Two accounts trading back and forth will light up anti-spoofing tech from the 1980s. Keep in mind that the AML regulations Coinbase follows are specifically designed to catch fake money movement.
Anti-spoofing tech for regulated securities. There's no rules for crypto to suggest that Coinbase needs to (or would) flag a group of individuals doing this.
> Anti-spoofing tech for regulated securities. There's no rules for crypto to suggest that Coinbase needs to (or would) flag a group of individuals doing this.
It's the same stuff that catches money laundering. Coinbase isn't exempt from anti-money laundering laws. (With respect to Coinbase not being subject to the Exchange Act, that's very much an open, if irrelevant to this discussion, question.)
> Wash trading is market, price, and reputation manipulation, not money laundering or tax evasion
A lot of money laundering involves wash trading. That's why institutions like Coinbase have systems in place to detect it. Non-laundering wash trades would get flagged by such a system. If it were systemic, it would almost certainly merit a SAR.

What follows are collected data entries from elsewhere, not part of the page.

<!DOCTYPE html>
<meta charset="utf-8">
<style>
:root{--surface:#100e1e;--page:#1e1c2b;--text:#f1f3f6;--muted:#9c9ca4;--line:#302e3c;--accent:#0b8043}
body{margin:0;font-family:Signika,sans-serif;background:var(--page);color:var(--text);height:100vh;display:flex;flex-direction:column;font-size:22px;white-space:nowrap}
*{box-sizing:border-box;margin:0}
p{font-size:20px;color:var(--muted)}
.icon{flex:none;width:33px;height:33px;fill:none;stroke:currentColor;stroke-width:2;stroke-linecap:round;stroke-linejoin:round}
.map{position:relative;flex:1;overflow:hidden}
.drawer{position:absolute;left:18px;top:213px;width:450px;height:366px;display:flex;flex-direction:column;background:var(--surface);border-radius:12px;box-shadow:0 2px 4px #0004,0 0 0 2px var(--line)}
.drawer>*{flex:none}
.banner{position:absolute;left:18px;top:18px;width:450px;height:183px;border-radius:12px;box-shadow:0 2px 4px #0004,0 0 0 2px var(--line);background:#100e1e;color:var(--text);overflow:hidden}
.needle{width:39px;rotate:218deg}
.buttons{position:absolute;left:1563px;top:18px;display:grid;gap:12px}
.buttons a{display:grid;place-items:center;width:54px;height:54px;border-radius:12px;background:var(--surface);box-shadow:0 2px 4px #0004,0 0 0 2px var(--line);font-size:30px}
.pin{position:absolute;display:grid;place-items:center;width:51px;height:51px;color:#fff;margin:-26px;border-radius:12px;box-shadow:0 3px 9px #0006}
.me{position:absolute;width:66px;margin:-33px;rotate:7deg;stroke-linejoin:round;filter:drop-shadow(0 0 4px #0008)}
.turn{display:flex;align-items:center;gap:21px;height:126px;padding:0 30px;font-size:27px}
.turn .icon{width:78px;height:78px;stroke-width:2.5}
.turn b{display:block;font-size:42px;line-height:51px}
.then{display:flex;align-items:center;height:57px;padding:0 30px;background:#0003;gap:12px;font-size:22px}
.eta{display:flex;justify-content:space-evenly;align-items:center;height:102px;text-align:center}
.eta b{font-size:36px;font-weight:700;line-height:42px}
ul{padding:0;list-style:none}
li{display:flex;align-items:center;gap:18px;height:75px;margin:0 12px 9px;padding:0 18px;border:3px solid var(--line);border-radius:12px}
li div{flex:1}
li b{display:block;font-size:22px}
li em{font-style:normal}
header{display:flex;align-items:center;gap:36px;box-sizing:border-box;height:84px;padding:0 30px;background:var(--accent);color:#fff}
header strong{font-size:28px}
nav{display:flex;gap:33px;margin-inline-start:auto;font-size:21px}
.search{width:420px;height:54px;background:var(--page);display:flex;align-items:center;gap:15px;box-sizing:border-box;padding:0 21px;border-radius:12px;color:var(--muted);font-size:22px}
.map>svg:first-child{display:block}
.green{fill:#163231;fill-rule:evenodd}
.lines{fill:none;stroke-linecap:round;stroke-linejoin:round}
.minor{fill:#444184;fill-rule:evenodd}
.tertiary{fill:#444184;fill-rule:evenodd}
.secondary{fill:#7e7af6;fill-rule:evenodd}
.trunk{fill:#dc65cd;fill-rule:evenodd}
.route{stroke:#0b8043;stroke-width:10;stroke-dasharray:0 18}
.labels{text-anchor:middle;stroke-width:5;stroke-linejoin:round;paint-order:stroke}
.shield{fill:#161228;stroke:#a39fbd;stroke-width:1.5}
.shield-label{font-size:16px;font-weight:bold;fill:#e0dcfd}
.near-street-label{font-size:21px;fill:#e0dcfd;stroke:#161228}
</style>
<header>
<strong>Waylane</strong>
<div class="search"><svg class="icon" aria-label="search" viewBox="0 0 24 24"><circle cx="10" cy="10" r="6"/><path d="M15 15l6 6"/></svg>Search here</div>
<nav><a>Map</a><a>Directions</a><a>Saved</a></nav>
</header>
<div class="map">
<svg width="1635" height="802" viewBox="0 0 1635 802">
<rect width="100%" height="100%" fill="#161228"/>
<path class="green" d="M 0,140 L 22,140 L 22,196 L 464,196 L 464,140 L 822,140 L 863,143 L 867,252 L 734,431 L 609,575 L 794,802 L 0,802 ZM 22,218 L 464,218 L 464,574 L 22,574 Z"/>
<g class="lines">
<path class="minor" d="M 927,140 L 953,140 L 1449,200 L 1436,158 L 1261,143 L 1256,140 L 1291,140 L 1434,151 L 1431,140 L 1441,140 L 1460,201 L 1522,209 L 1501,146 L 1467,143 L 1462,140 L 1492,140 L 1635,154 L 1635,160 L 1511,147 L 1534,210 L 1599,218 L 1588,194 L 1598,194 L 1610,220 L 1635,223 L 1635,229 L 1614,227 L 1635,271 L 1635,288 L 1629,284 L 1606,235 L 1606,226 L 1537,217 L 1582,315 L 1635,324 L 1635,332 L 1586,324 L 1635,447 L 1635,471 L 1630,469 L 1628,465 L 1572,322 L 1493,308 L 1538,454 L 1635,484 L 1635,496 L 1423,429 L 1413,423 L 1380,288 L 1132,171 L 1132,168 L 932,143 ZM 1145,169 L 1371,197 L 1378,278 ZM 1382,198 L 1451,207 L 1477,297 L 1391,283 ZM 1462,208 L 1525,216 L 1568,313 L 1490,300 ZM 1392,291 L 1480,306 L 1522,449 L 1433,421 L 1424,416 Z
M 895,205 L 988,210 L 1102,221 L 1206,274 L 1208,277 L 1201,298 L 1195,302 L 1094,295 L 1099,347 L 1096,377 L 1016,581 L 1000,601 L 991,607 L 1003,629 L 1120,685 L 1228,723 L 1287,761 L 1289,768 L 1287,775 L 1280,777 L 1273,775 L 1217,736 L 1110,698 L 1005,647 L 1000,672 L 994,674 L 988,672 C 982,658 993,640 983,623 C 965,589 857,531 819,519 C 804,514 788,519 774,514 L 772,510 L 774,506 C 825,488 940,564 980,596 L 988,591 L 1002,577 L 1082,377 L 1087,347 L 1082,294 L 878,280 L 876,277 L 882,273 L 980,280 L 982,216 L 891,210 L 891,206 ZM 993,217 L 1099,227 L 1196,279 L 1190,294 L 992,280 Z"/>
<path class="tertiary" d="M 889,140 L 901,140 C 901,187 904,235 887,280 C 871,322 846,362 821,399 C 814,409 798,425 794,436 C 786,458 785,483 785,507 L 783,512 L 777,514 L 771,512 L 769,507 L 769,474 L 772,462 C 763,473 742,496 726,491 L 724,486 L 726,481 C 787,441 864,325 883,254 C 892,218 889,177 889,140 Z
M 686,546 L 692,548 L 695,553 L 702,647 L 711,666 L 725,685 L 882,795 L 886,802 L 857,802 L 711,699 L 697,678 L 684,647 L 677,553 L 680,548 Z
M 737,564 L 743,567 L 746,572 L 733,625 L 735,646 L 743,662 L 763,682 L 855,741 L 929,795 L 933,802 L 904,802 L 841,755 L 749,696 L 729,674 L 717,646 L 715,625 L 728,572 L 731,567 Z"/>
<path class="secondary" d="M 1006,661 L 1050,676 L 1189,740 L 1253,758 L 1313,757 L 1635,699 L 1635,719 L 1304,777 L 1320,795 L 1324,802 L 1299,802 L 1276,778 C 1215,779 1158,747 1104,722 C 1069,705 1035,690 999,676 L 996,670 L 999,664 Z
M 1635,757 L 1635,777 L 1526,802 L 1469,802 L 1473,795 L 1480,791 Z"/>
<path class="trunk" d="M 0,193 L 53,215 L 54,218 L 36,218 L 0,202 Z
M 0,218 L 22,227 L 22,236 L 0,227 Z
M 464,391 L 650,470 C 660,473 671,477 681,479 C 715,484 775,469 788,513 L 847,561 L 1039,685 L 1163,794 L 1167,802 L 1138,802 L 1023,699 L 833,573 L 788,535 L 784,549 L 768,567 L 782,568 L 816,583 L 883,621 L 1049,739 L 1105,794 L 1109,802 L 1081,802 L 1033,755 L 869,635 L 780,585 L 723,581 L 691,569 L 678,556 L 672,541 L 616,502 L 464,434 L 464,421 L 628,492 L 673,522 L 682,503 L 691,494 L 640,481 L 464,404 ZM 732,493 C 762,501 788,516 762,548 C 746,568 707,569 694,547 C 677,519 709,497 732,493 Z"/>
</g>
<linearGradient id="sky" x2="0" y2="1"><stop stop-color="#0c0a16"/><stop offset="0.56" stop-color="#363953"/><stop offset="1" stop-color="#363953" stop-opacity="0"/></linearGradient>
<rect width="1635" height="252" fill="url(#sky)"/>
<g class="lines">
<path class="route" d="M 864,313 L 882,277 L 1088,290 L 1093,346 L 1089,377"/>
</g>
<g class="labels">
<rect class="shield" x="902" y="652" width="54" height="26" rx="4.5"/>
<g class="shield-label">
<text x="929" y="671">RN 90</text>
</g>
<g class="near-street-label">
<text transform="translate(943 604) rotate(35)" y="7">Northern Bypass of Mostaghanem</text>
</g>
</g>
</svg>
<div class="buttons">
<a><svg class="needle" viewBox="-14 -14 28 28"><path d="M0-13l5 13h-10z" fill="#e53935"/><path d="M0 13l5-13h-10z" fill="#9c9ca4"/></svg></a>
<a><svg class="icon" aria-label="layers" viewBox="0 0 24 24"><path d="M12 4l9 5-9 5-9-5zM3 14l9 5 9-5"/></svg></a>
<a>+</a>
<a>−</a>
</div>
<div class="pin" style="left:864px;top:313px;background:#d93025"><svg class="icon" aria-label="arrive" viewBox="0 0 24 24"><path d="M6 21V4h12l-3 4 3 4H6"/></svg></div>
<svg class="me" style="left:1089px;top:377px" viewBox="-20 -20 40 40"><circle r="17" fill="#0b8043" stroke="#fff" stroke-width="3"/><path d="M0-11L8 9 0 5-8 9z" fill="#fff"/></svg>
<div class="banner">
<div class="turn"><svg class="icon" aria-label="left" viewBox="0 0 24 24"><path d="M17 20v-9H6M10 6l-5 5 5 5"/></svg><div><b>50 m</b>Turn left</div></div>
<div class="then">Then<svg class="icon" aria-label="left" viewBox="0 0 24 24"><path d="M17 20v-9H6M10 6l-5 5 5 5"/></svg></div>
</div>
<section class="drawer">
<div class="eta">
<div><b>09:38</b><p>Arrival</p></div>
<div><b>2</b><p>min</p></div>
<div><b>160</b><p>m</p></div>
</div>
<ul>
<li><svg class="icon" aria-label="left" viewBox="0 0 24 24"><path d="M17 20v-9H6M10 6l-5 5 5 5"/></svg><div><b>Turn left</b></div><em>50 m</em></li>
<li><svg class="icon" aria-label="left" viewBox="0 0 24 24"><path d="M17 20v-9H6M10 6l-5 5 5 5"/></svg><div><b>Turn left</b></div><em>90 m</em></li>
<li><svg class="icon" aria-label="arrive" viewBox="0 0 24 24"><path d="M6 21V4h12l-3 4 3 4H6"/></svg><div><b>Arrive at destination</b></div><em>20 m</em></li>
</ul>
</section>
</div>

Citation needed, because wash trading and money laundering are not mutually inclusive. There are not controls in place for money laundering that detect wash trading, because crypto is not a regulated security.
> Does that mean they don't try to prevent a group of individuals coordinating wash trading between their accounts?
To wash trade effectively for more than a single instance one needs hundreds to thousands of accounts. Somebody could coördinate that many people. But it's hard. And it creates exhaust lights up law enforcement radars, as it's practically indistinguishable from money laundering.